Profiling memory usage is a trick that requires forays into more gray areas than the other metrics. Memory usage is relative, in that highly loaded RADIUS servers can use more memory and be within acceptable tolerances than lightly loaded servers. The different RADIUS servers in use, coupled with the various methods of holding packets and configurations in memory, prevent anyone from determining a single threshold at which memory use becomes rampant and detrimental. It's unique to each machine.

A better way to track memory usage is to correlate your measurements over a period of time with some of the other service metrics, such as total packets per second or logons per second, and another system metric, such as the load average. Over a period of three or four weeks you can begin to determine what an average load requires of the memory in your system.

Memory-use methods should also be analyzed. Unix and Unix-based operating systems will, by design, consume almost all of the available memory for a particular system. However, the way it uses this RAM most efficiently is by making it available as buffers. If the usage of a machine is primarily for buffers, than all is well. Any decent memory-usage utility will depict the current style of usage for a machine's memory.

Look for: an appropriate threshold for your machine. This can be determined, as mentioned previously, with time and base points on other metric. Servers saddled with 1 GB of RAM can approach 80% memory usage with more ease and less trouble than boxes equipped with 128 MB of RAM. Throwing memory at a machine is a cheap way to alleviate a usage problem, but you may want to examine other aspects of your system to determine if there is a memory leak or improper memory management in a running process.

Disk Usage

While disk space is getting cheaper by the minute in this day and age, it still makes sense to examine whether the space you already have is being used wisely. Accounting servers are notorious for accumulating gluts of information, although large user databases can occupy much space on RADIUS servers only handling authentication and authorization.

Look for: abnormally high disk-usage growth, particularly after a configuration change. Consider redundant disk arrays for extra space and added reliability and security. Also, for Unix and Linux machines, examine your partition structure, and ensure your logs and other files that need room to grow are placed on partitions with ample space.

Processes

Some monitoring systems watch processes at certain intervals, as scheduled by the Unix commands at or cron. You will want to monitor the critical processes for your server, which can depend on the software being used.
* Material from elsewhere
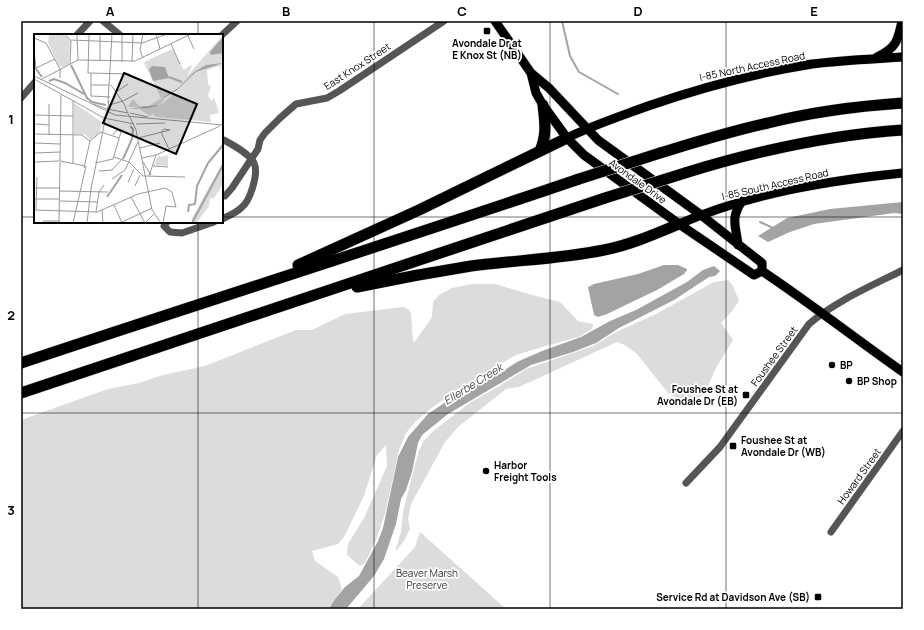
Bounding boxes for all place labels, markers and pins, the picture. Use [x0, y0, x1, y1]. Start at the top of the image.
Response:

Look for: critical processes that are stopped or "zombied"; a high number of automatic alarm-restarts from your monitoring program. These events can indicate a configuration problem with your software or operating system or abnormally high loads.

10.2.5 Case Studies in Deployment and Availability

Once you've focused on securing the availability of your hardware and software through redundancy, you should examine making the entire RADIUS service as a whole more available. It's important to remember, however, that consultants who specialize in designing a network topology to be highly available make six-figure salaries doing just that, so to present every opportunity to make a system highly available is beyond the scope of the concept here. Like all plans for failure, you as the designer must strive to reach the "sweet spot" between cost and results.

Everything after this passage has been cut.